L’Europe va-t-elle connaître une bataille de même ampleur autour des grands projets de gazoducs destinés à importer des quantités massives de gaz russe ou azéri ? C’est en tout cas ce que promet une coalition d’organisations citoyennes européennes dans une lettre ouverte dénonçant le soutien politique et financier apporté par les institutions européennes à un projet de gazoduc géant, le « Corridor gazier Sud ». Celui-ci est censé acheminer vers le vieux continent, sur plus de 3500 kilomètres, le gaz de la mer Caspienne, extrait dans les eaux territoriales de l’Azerbaïdjan. Un État gouverné d’une main de fer par le président Ilham Aliyev, dont l’Union s’est considérablement rapprochée ces dernières années en dépit de son bilan déplorable en matière de droits humains.

Une bonne affaire

La Commission européenne a ainsi attribué au Corridor Sud le label « projet d’intérêt commun » dans le cadre du plan Juncker, ce qui lui permettra de bénéficier de conditions de financement et d’autorisation administrative facilitées. Le vice-président de la Commission européenne Maroš Šefčovič et la « ministre des affaires étrangères » de l’Union Federica Mogherini ont fait le déplacement à Bakou le 29 février dernier pour participer au conseil de surveillance du Corridor Sud. Et surtout, la Banque européenne d’investissement (BEI) s’apprête à accorder un prêt de 2 milliards de dollars pour la portion européenne du gazoduc (Trans-Adriatic Pipeline ou TAP, à travers la Grèce, l’Albanie, puis la mer Adriatique, jusqu’au sud de l’Italie).

Un autre prêt d’un milliard d’euros pour la portion turque (Trans-Anatolian Pipeline ou TANAP) serait également en discussion. BP et l’entreprise publique pétrolière azérie Socar sont les principales parties prenantes des consortiums constitués pour construire ces deux portions de gazoduc (avec des entreprises européennes et turque), ainsi que de l’énorme champ gazier de Shah Deniz II, dans la mer Caspienne, dont proviendra le gaz [1].

Les grandes banques privées jouent elles aussi un rôle clé dans ces projets. La Société générale est ainsi chargée de conseiller financièrement le consortium TAP et de l’aider à boucler son financement. Ni la banque française ni la BEI ne semblent s’inquiéter outre mesure du fait que ce consortium a son siège dans la ville de Baar, en Suisse, réputée pour ses conditions fiscales et juridiques particulièrement avantageuses ! Pour les Amis de la terre, la participation de la Société générale au projet est incompatible avec ses engagements récents pour le climat : « Assurer la cohérence entre leur volonté d’aligner leurs financements avec une trajectoire 2°C et leurs activités devraient suffire à pousser la Société Générale et la BEI à renoncer à TAP. »

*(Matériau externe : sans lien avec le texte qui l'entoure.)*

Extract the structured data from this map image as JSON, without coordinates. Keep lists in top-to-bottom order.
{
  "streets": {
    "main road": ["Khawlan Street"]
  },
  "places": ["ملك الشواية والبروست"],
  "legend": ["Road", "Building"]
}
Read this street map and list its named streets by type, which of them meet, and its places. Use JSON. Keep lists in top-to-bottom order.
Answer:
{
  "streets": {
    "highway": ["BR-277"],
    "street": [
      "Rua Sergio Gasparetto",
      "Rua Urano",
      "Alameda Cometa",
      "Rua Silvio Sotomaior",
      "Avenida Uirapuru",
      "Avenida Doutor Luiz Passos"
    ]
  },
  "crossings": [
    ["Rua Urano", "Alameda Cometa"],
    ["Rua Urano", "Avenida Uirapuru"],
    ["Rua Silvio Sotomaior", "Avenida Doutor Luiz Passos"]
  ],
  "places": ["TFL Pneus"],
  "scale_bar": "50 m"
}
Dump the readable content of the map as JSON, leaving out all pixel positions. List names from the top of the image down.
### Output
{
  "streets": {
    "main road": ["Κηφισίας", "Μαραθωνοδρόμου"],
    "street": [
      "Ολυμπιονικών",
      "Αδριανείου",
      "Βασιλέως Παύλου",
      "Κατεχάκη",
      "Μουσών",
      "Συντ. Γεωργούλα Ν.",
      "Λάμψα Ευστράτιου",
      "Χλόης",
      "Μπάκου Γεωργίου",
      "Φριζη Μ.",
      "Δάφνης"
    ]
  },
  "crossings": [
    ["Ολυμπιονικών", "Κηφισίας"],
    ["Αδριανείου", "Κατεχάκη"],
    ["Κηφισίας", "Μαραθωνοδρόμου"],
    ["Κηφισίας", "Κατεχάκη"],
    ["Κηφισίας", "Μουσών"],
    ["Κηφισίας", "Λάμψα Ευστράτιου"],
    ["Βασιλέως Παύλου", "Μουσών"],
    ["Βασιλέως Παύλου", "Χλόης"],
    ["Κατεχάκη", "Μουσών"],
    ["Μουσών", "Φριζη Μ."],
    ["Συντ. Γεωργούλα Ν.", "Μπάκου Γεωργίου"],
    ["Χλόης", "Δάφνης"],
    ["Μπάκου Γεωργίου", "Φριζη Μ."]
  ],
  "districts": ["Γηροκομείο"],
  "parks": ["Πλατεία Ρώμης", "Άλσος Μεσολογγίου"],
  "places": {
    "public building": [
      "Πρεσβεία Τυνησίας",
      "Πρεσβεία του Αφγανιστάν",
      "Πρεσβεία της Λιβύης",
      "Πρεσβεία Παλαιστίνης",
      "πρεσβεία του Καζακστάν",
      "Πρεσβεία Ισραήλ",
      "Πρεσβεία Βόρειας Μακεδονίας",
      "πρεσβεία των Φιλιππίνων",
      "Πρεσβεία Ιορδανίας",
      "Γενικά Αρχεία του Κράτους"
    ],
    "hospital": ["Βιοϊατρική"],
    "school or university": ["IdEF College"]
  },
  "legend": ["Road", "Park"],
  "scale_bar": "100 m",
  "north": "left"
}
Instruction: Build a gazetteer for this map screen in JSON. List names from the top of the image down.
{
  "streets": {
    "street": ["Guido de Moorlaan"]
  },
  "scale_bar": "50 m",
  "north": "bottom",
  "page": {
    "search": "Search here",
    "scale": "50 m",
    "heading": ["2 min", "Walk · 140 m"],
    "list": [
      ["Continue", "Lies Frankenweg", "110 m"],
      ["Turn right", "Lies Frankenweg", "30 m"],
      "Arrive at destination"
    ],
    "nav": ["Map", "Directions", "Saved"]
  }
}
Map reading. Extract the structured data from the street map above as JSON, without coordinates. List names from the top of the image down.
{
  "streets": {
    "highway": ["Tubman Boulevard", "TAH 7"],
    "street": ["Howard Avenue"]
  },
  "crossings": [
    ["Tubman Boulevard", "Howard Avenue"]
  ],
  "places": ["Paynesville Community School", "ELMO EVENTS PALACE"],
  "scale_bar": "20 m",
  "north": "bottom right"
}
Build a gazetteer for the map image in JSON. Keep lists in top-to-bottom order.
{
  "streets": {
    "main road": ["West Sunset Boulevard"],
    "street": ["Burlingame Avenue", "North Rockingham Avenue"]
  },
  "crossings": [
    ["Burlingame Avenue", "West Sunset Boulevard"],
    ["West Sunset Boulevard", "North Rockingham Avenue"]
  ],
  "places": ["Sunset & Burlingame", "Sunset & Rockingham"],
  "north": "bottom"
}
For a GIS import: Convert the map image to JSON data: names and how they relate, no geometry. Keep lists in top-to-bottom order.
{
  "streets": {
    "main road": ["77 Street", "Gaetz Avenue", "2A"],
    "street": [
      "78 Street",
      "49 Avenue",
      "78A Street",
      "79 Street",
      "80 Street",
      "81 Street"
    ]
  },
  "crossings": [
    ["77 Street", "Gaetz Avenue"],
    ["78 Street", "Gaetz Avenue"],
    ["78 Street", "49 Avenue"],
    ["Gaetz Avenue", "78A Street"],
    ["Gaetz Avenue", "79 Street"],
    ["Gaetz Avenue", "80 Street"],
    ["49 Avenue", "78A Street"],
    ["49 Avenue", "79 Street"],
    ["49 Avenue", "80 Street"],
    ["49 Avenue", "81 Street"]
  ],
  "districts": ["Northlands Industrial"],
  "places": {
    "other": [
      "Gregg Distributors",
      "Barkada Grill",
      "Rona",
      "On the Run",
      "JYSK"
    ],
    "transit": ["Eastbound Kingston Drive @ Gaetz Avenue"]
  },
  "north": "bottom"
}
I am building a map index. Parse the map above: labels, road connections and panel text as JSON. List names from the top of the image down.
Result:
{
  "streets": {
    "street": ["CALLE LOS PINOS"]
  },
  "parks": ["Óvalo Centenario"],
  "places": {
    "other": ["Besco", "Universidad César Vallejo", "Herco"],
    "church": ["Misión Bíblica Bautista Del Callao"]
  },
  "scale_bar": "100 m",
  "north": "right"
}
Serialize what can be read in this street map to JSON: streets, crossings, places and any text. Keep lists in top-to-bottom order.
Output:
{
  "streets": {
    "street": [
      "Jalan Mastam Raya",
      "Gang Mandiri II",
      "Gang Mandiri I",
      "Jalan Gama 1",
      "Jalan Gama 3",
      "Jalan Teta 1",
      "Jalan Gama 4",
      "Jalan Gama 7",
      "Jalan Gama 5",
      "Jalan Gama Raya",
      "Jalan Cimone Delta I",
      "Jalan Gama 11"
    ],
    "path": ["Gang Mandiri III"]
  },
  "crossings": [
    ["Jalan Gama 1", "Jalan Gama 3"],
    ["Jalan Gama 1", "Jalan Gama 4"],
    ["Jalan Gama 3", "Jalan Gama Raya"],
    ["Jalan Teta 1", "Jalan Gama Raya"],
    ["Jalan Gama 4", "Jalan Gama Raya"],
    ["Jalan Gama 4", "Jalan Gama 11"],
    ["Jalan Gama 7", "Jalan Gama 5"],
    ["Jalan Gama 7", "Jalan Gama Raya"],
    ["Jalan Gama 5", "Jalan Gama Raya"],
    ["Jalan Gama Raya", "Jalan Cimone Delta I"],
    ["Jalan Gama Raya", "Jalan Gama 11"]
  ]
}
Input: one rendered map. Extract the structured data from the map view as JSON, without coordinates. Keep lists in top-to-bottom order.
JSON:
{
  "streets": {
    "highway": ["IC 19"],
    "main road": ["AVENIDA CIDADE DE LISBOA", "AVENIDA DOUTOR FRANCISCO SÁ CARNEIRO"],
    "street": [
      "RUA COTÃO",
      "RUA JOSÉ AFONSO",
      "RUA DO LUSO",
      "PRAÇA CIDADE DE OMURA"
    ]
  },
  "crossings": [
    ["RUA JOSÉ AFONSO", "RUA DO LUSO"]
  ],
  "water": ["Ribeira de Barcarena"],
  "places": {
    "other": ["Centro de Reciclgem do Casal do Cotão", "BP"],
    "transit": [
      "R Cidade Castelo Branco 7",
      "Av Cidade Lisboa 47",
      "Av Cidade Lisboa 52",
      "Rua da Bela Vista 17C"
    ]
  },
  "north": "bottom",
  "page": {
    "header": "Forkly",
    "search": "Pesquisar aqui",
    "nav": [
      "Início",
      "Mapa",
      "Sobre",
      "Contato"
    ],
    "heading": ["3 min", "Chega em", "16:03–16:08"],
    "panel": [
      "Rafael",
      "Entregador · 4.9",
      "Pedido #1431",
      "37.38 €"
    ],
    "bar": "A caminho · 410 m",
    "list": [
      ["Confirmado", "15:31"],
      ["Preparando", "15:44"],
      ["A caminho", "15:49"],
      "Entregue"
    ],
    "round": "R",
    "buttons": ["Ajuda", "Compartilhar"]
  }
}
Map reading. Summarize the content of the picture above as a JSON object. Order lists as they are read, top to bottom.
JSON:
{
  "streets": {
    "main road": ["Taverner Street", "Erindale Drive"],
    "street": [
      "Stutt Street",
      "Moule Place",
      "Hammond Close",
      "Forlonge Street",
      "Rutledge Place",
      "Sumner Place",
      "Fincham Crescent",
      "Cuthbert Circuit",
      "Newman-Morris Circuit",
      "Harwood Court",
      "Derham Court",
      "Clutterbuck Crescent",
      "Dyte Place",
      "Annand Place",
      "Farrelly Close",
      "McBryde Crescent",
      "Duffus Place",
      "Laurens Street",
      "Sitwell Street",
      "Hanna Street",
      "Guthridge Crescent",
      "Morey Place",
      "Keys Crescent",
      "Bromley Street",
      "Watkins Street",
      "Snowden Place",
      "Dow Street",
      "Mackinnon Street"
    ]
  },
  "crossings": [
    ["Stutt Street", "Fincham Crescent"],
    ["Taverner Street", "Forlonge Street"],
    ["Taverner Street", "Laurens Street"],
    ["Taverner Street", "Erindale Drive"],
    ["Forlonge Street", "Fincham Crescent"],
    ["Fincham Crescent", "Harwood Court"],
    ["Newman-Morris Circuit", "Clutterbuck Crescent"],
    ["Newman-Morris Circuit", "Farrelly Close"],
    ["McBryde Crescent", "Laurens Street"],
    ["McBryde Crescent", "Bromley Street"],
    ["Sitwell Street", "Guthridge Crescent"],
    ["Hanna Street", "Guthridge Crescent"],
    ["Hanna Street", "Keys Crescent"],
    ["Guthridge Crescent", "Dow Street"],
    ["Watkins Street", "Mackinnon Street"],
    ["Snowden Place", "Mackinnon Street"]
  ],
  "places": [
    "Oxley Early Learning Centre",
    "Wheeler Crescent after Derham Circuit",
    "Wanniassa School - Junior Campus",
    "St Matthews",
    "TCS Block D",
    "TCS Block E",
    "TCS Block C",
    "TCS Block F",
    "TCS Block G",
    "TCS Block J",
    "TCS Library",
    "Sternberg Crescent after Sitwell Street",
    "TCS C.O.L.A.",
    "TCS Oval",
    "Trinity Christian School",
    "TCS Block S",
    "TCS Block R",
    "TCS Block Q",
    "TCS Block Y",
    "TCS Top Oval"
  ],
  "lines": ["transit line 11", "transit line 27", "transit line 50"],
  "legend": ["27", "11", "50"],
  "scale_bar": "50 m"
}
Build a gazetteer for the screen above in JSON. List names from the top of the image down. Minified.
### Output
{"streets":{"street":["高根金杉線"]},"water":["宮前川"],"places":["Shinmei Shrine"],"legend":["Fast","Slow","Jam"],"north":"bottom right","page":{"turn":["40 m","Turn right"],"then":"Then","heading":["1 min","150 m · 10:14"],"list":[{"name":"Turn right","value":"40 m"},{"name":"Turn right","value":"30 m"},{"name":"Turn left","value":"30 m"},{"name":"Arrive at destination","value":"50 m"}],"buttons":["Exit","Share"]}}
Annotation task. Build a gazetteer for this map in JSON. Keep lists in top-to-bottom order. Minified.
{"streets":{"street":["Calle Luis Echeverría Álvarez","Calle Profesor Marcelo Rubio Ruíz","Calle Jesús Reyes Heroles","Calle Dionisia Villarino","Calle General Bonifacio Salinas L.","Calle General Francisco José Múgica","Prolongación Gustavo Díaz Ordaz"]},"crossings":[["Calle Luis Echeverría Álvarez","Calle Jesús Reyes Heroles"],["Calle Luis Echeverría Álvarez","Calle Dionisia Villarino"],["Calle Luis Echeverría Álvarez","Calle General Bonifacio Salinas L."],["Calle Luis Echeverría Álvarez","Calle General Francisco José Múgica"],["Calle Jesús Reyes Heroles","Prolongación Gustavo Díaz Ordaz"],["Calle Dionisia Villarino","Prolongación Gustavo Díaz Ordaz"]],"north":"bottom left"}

Autre bénéficiaire de ce chantier pharaonique soutenu à bout de bras par les institutions européennes : les entreprises de construction, parmi lesquelles le groupe français Vinci. Celui-ci a obtenu via une filiale le contrat de construction de trois portions du gazoduc TAP, sur environ 400 kilomètres. Le montant de ce marché n’a pas été rendu public. Le début des travaux est annoncé pour mi 2016.

Incohérence politique

Le soutien massif accordé à ce projet par la Commission et les institutions financières européennes n’est-il pas contradictoire avec les ambitions de l’Union en matière de climat ? C’est ce que dénoncent haut et fort les organisations signataires de la lettre ouverte : « Si le Corridor gazier Sud voit le jour et finit par déverser davantage de gaz en Europe, les chances pour l’UE d’atteindre ses objectifs climatiques pour 2030 et ses objectifs de décarbonisation à plus long terme seront quasi nulles. C’est une question de cohérence politique : le soutien apporté à un tel projet nuirait au but fixé à Paris d’essayer de limiter le réchauffement global à 1,5ºC. Enfin, un nombre croissant d’études (…) montre désormais que la grande majorité des réserves fossiles recouvrables doivent être laissées dans le sol si nous voulons avoir une chance d’éviter un changement climatique catastrophique. » Elles promettent donc de transformer le Corridor Sud en « équivalent européen de Keystone XL ». D’ores et déjà, en Grèce et dans le sud de l’Italie, sur le parcours projeté du gazoduc, les habitants se mobilisent contre le chantier, qui risque de bouleverser la région et ses écosystèmes [2].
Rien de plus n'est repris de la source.